The retailer recommended its own board appointments, including Bonnie Brooks, vice chairman of Hudson's Bay Company. Bill Simon, the former president and CEO of Wal-Mart U.S., was also nominated to the board. Meanwhile, in a move that might boost shareholder confidence, the company raised its dividends to $0.08 per share, for a Treasury-beating yield of about 2.67 percent.
Those decisions certainly leave the impression that Chico’s is striving to make positive changes at the company. In February 2015 Chico’s announced plans to close 120 poorly performing stores by 2017. It also sold its Boston Proper direct-to-consumer business.
Yet the company still faced setbacks. Chico’s first quarter 2016 results were not entirely encouraging. Same-store sales were down 4.2 percent across the company, compared with the same period last year.
Davidowitz notes that Barington Capital’s ownership stake was just 1.6 percent. Had the investor owned a 10.0 percent share of the retailer, it might have had much more leverage to convince other shareholders to support its cause. But the small ownership left room for Chico’s to pursue a corrective course that it feels is appropriate.

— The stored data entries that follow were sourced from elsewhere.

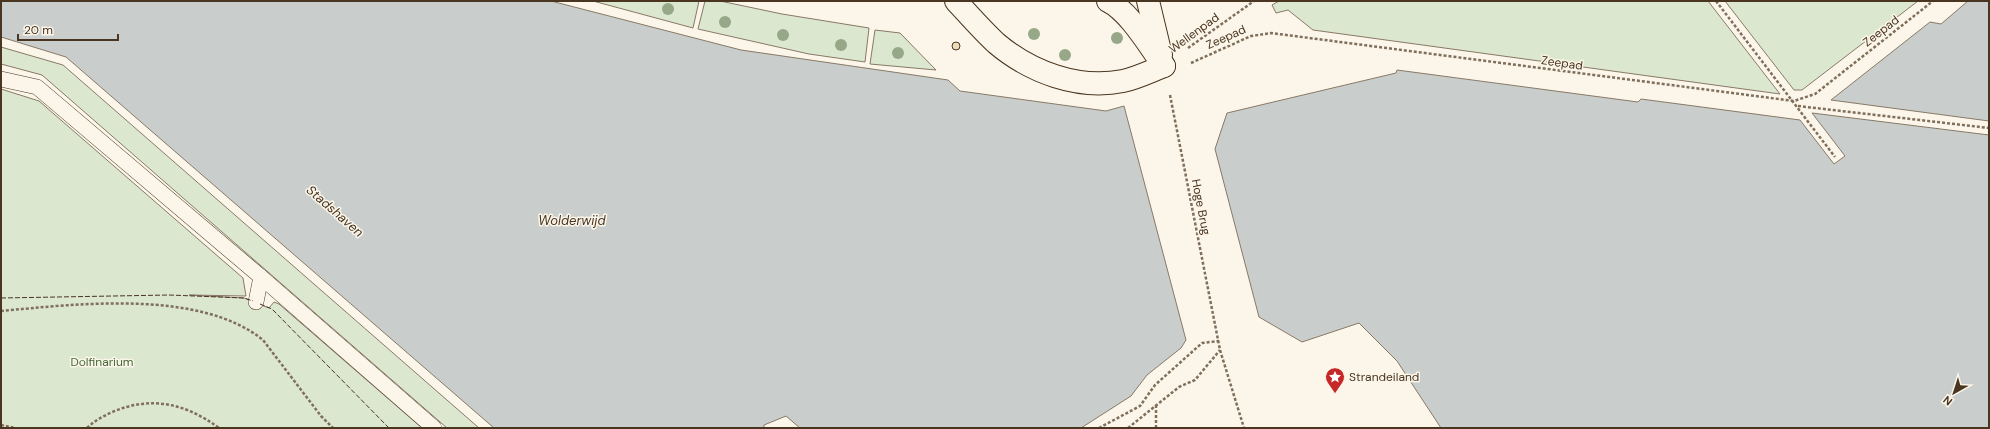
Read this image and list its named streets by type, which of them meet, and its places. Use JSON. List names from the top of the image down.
{
  "streets": {
    "path": ["Zeepad", "Wellenpad", "Hoge Brug"]
  },
  "crossings": [
    ["Zeepad", "Wellenpad"]
  ],
  "water": ["Stadshaven", "Wolderwijd"],
  "parks": ["Dolfinarium"],
  "places": {
    "place": ["Strandeiland"]
  },
  "scale_bar": "20 m",
  "north": "bottom left"
}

Chico’s has another important asset—cash. The company noted in its first quarter results that it had $56.5 million in cash and equivalents. Some of it was held over from years of successfully selling fashions to mature women, Davidowitz says, therefore the company is not at financial risk.
“What we’ll have to see is ‘Are these changes getting results?’” Davidowitz says. “They have closed the bad stores, which should result in better results. If it doesn’t, we’ll go into round two.”
For now, Chico’s cash cushion has given the retailer time to develop a better long-term strategy than mere cost-cutting measures, he notes. But the company will need to find a way to appeal to its constituency again and add new customers.
“They have time, lots of time,” Davidowitz says. “The question is ‘What do they do?”